── Records for processing ──
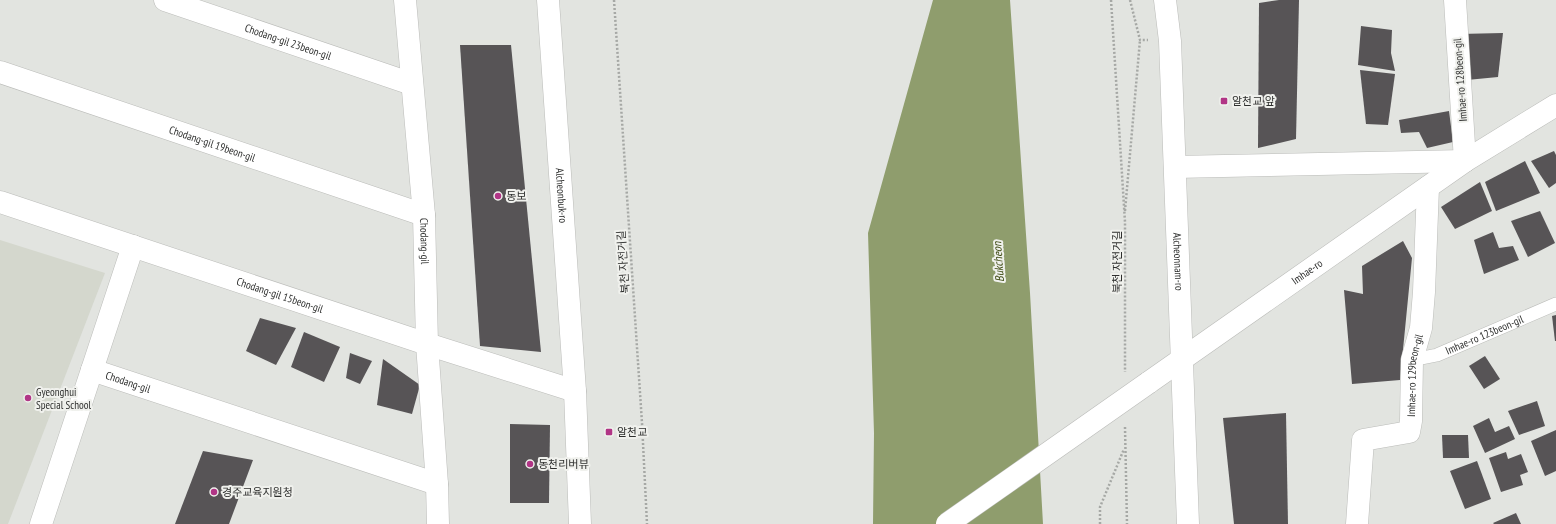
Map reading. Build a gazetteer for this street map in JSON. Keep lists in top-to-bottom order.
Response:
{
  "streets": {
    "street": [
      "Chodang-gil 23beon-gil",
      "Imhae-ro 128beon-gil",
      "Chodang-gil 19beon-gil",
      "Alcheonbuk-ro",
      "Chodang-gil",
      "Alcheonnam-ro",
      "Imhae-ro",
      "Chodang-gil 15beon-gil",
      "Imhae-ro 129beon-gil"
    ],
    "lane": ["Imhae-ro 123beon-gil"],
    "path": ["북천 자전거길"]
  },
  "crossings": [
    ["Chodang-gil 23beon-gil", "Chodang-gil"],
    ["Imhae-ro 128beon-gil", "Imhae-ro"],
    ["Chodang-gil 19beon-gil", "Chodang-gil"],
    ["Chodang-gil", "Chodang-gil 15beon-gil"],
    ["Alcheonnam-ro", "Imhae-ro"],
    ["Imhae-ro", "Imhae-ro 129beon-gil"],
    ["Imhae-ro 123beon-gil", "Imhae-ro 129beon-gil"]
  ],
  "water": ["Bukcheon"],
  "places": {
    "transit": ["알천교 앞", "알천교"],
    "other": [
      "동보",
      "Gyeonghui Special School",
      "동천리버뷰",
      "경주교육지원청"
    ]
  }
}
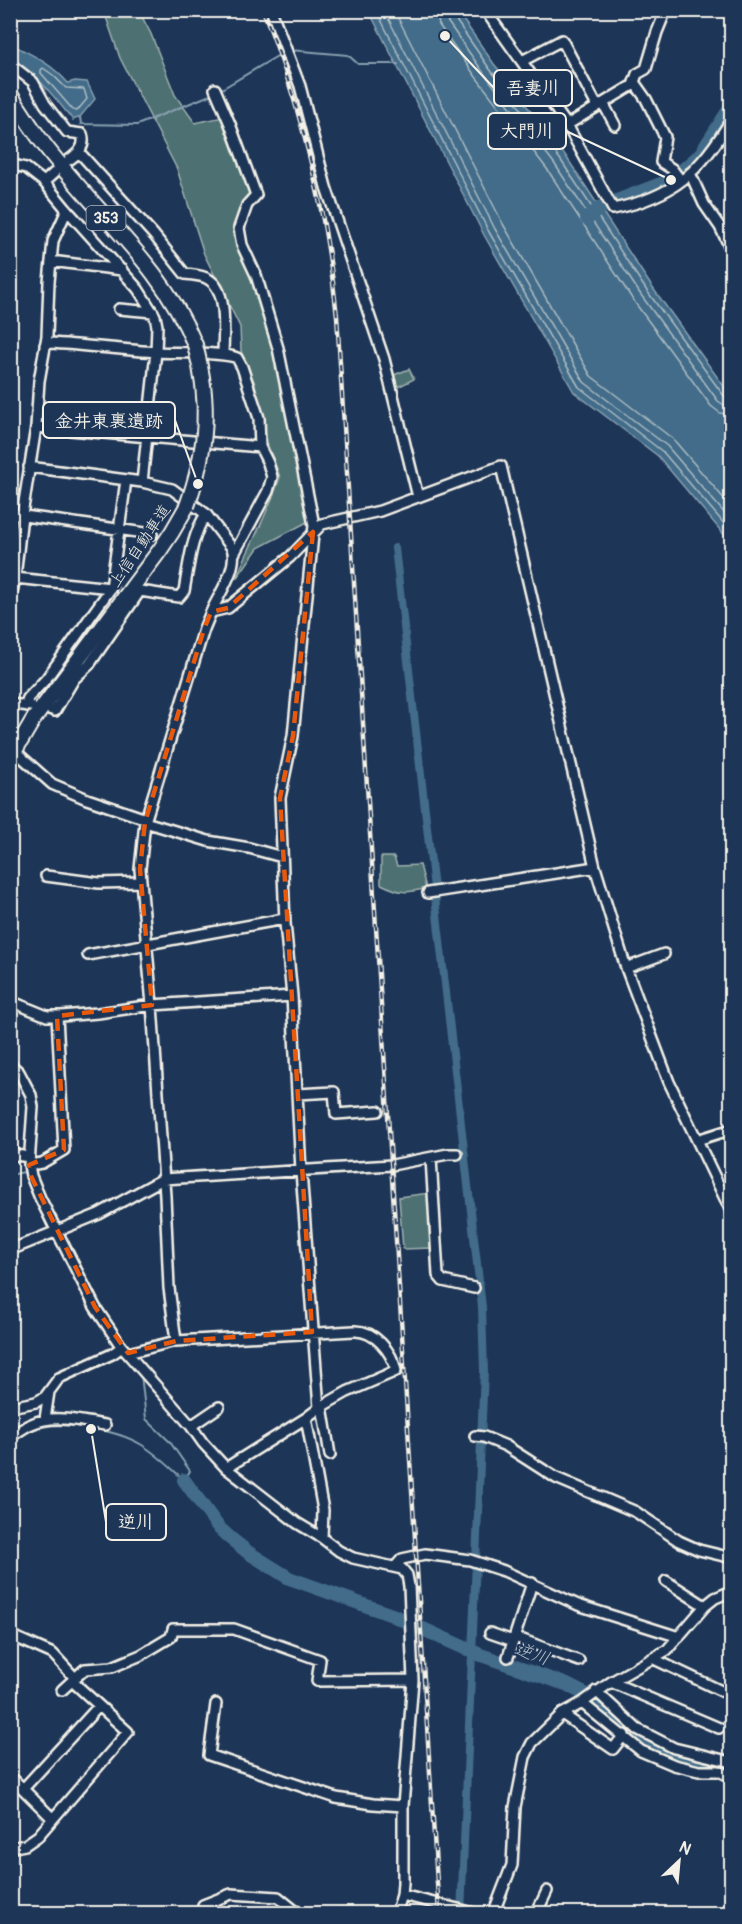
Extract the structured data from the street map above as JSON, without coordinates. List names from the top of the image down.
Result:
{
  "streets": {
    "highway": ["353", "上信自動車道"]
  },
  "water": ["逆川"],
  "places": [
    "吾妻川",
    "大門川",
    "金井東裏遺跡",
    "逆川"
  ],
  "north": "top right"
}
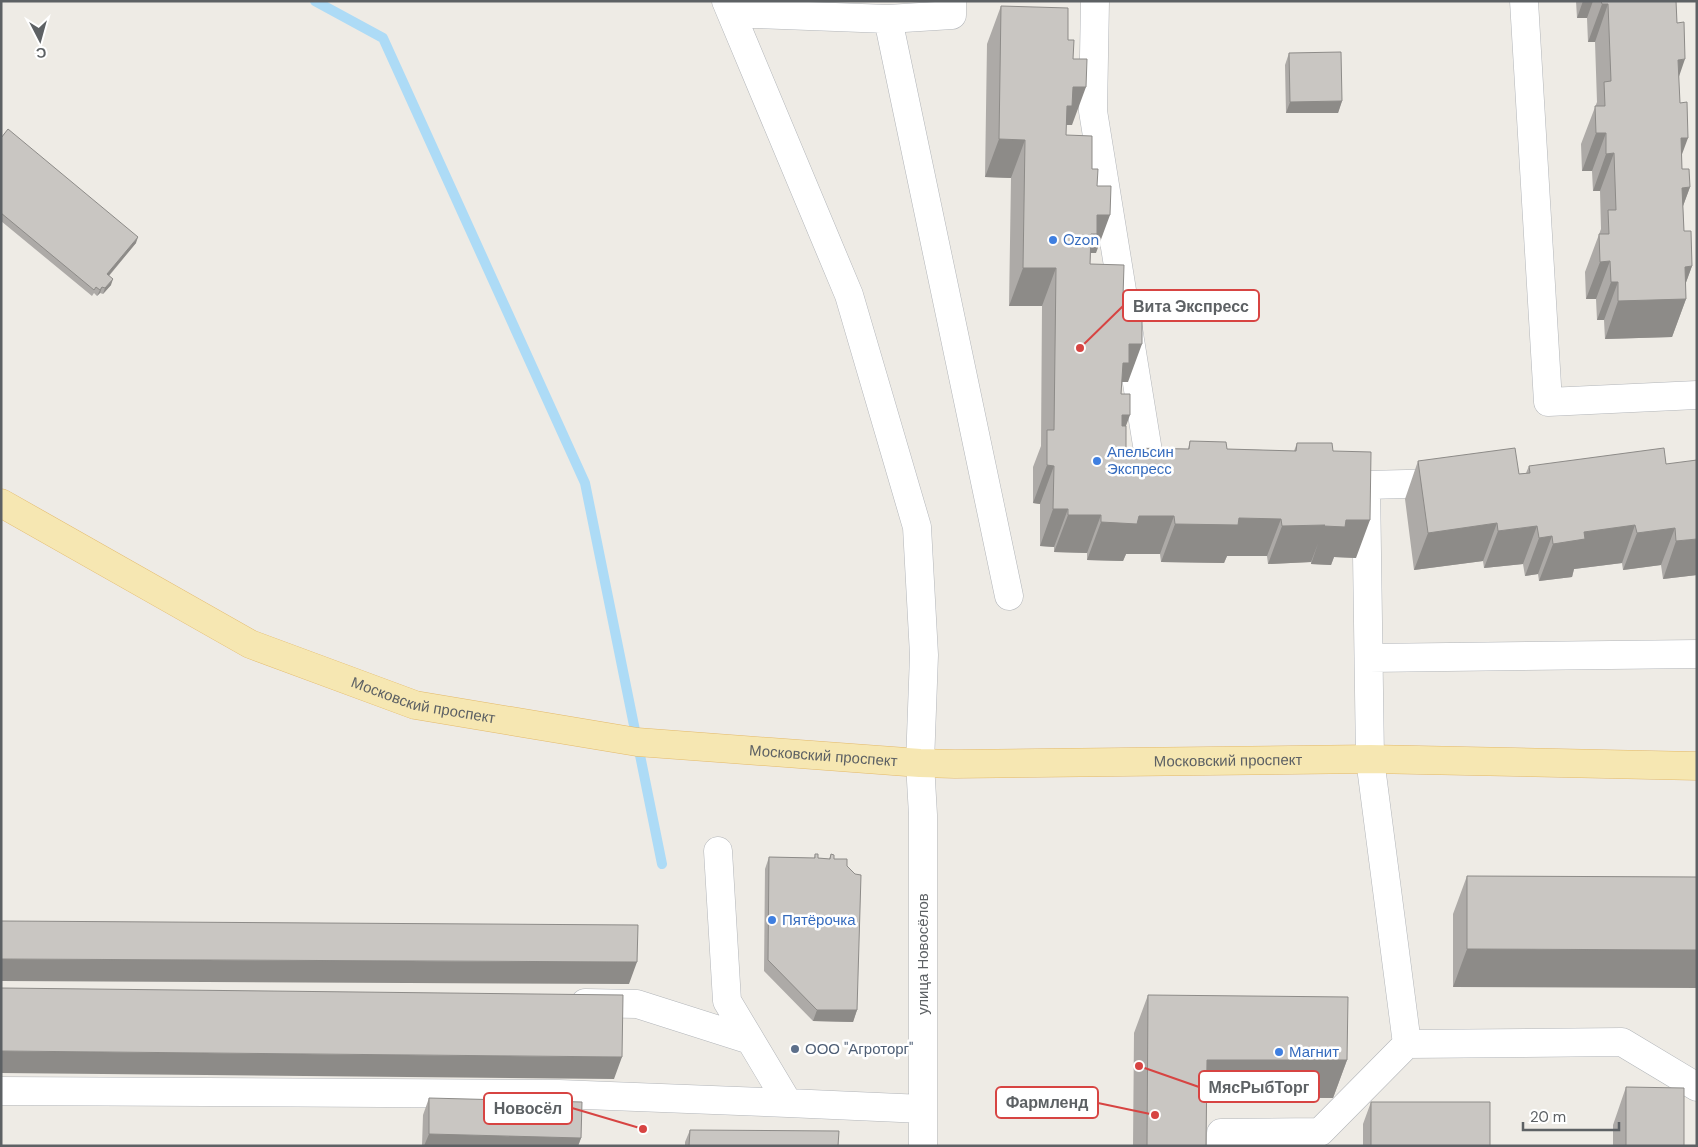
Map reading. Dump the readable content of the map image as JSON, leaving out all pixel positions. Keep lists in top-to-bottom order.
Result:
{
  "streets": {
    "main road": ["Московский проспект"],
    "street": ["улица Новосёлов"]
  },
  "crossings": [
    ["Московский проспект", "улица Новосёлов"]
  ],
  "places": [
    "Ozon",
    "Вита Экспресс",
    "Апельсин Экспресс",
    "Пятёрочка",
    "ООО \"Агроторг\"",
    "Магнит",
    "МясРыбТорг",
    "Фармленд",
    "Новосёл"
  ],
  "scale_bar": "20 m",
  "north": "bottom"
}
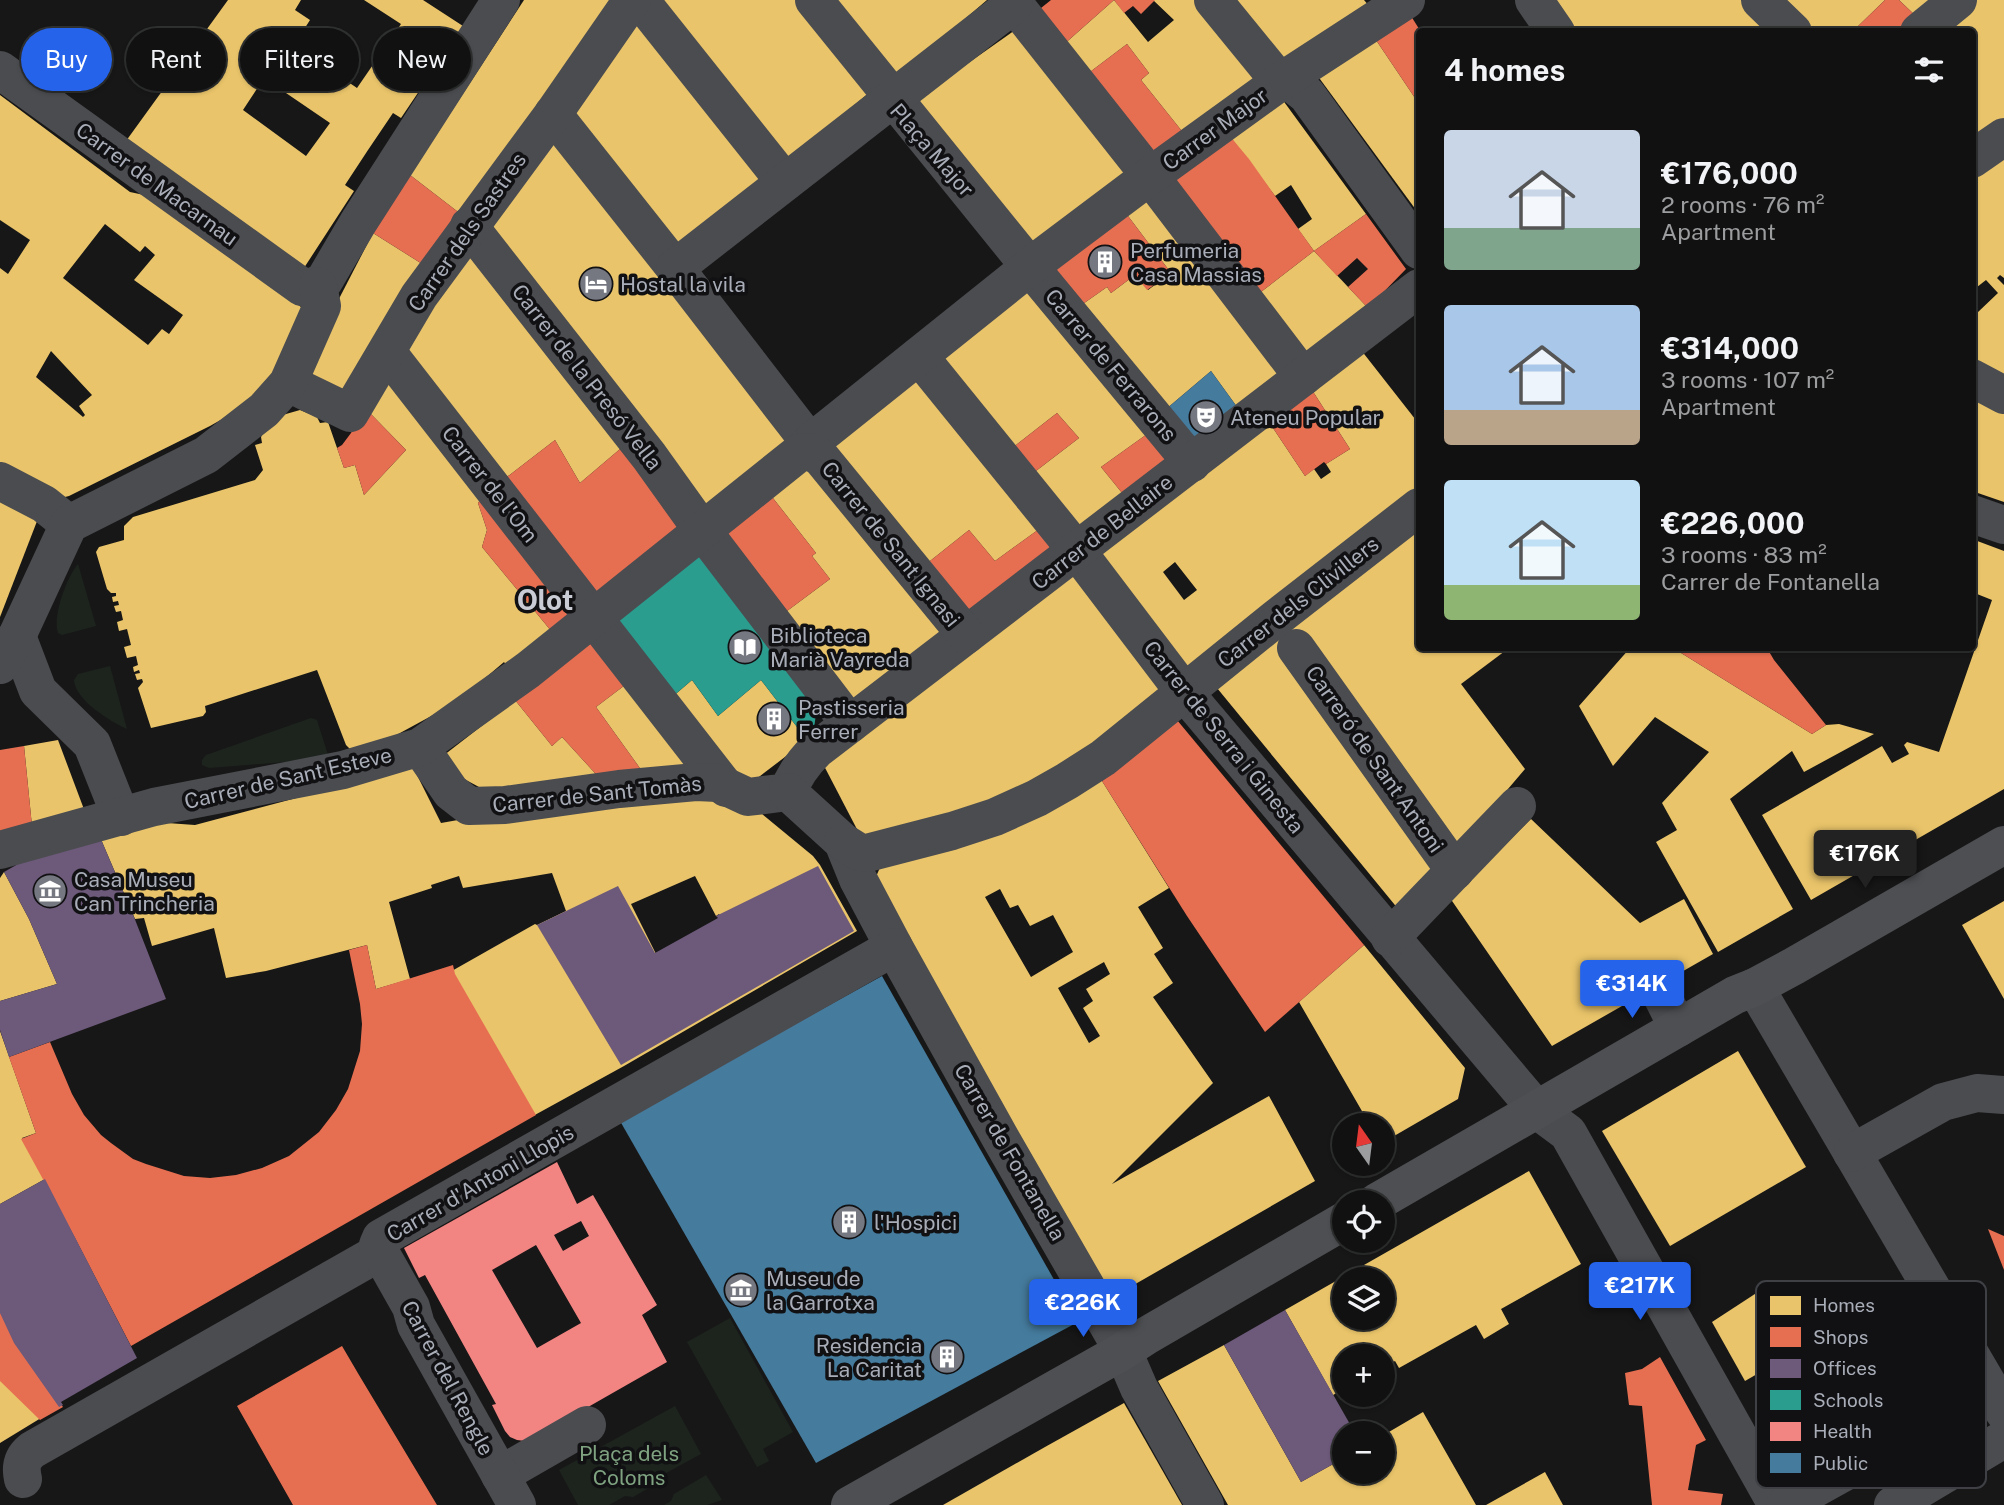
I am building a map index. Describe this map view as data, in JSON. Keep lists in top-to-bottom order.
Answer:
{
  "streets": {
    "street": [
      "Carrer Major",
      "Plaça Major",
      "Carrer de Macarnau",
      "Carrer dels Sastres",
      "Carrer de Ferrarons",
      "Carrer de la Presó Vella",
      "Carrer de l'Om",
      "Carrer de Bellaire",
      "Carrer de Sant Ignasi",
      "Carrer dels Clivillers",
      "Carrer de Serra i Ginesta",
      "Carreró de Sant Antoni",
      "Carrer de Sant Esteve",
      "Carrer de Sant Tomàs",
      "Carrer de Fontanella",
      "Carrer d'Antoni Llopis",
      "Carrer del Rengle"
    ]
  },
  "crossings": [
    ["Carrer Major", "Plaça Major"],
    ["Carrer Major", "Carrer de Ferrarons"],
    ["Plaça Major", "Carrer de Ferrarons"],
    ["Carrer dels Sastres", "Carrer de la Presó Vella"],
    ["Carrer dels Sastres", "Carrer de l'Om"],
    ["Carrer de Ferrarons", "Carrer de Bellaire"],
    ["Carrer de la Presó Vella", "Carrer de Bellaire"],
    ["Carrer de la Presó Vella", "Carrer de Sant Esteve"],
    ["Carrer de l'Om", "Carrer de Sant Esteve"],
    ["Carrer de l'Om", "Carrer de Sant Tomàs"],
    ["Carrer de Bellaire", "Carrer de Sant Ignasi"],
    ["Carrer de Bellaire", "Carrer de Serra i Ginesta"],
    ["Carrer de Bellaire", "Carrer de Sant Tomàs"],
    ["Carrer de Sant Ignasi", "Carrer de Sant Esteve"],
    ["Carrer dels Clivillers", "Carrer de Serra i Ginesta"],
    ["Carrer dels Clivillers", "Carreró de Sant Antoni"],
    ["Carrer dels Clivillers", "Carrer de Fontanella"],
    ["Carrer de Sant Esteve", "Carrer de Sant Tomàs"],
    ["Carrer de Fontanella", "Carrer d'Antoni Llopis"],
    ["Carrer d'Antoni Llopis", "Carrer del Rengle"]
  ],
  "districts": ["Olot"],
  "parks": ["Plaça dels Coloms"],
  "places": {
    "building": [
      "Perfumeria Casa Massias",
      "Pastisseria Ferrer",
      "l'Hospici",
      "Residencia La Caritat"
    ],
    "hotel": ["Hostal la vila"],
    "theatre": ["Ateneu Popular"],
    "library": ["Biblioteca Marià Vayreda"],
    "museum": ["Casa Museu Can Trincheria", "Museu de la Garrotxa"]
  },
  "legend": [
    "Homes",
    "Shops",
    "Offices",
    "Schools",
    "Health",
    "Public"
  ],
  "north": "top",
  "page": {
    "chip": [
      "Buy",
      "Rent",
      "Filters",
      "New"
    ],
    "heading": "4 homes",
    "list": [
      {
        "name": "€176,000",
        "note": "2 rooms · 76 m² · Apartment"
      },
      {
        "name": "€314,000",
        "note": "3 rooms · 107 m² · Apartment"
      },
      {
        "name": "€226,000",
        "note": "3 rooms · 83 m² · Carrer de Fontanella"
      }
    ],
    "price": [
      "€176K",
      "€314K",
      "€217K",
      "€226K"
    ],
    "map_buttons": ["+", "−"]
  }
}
───
▶ **Aim of the exercise**:
A single number is the whole answer: the tally of lines above that contain "Chodang".

▶ **Solution**:
7